DATASET CONTENT:
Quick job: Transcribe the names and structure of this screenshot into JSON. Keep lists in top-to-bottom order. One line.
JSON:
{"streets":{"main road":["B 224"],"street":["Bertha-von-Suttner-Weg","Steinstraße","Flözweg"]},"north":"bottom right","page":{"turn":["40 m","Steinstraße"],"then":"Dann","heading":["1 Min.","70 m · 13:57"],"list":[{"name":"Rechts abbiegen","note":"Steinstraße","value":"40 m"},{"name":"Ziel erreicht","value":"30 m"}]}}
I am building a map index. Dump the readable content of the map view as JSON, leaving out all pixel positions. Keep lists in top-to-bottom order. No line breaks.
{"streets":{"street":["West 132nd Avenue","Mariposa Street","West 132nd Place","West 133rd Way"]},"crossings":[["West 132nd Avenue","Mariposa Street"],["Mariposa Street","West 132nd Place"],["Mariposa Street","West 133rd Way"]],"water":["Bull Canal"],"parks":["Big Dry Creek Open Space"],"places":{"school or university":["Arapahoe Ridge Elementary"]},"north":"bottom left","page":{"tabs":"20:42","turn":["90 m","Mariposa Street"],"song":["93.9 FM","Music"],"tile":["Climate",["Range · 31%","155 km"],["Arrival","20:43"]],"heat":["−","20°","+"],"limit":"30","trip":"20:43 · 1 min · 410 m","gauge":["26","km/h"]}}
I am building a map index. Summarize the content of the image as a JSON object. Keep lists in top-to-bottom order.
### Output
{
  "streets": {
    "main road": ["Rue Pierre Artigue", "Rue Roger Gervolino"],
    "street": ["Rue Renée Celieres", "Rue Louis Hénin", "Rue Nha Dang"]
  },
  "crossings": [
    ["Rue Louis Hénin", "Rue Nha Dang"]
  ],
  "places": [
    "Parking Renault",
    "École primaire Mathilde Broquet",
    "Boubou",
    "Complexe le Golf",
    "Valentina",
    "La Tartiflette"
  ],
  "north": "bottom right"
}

REQUIREMENT: Your answer must consist of every line above, transcribed verbatim.

TASK RESULT:
Quick job: Transcribe the names and structure of this screenshot into JSON. Keep lists in top-to-bottom order. One line.
JSON:
{"streets":{"main road":["B 224"],"street":["Bertha-von-Suttner-Weg","Steinstraße","Flözweg"]},"north":"bottom right","page":{"turn":["40 m","Steinstraße"],"then":"Dann","heading":["1 Min.","70 m · 13:57"],"list":[{"name":"Rechts abbiegen","note":"Steinstraße","value":"40 m"},{"name":"Ziel erreicht","value":"30 m"}]}}
I am building a map index. Dump the readable content of the map view as JSON, leaving out all pixel positions. Keep lists in top-to-bottom order. No line breaks.
{"streets":{"street":["West 132nd Avenue","Mariposa Street","West 132nd Place","West 133rd Way"]},"crossings":[["West 132nd Avenue","Mariposa Street"],["Mariposa Street","West 132nd Place"],["Mariposa Street","West 133rd Way"]],"water":["Bull Canal"],"parks":["Big Dry Creek Open Space"],"places":{"school or university":["Arapahoe Ridge Elementary"]},"north":"bottom left","page":{"tabs":"20:42","turn":["90 m","Mariposa Street"],"song":["93.9 FM","Music"],"tile":["Climate",["Range · 31%","155 km"],["Arrival","20:43"]],"heat":["−","20°","+"],"limit":"30","trip":"20:43 · 1 min · 410 m","gauge":["26","km/h"]}}
I am building a map index. Summarize the content of the image as a JSON object. Keep lists in top-to-bottom order.
### Output
{
  "streets": {
    "main road": ["Rue Pierre Artigue", "Rue Roger Gervolino"],
    "street": ["Rue Renée Celieres", "Rue Louis Hénin", "Rue Nha Dang"]
  },
  "crossings": [
    ["Rue Louis Hénin", "Rue Nha Dang"]
  ],
  "places": [
    "Parking Renault",
    "École primaire Mathilde Broquet",
    "Boubou",
    "Complexe le Golf",
    "Valentina",
    "La Tartiflette"
  ],
  "north": "bottom right"
}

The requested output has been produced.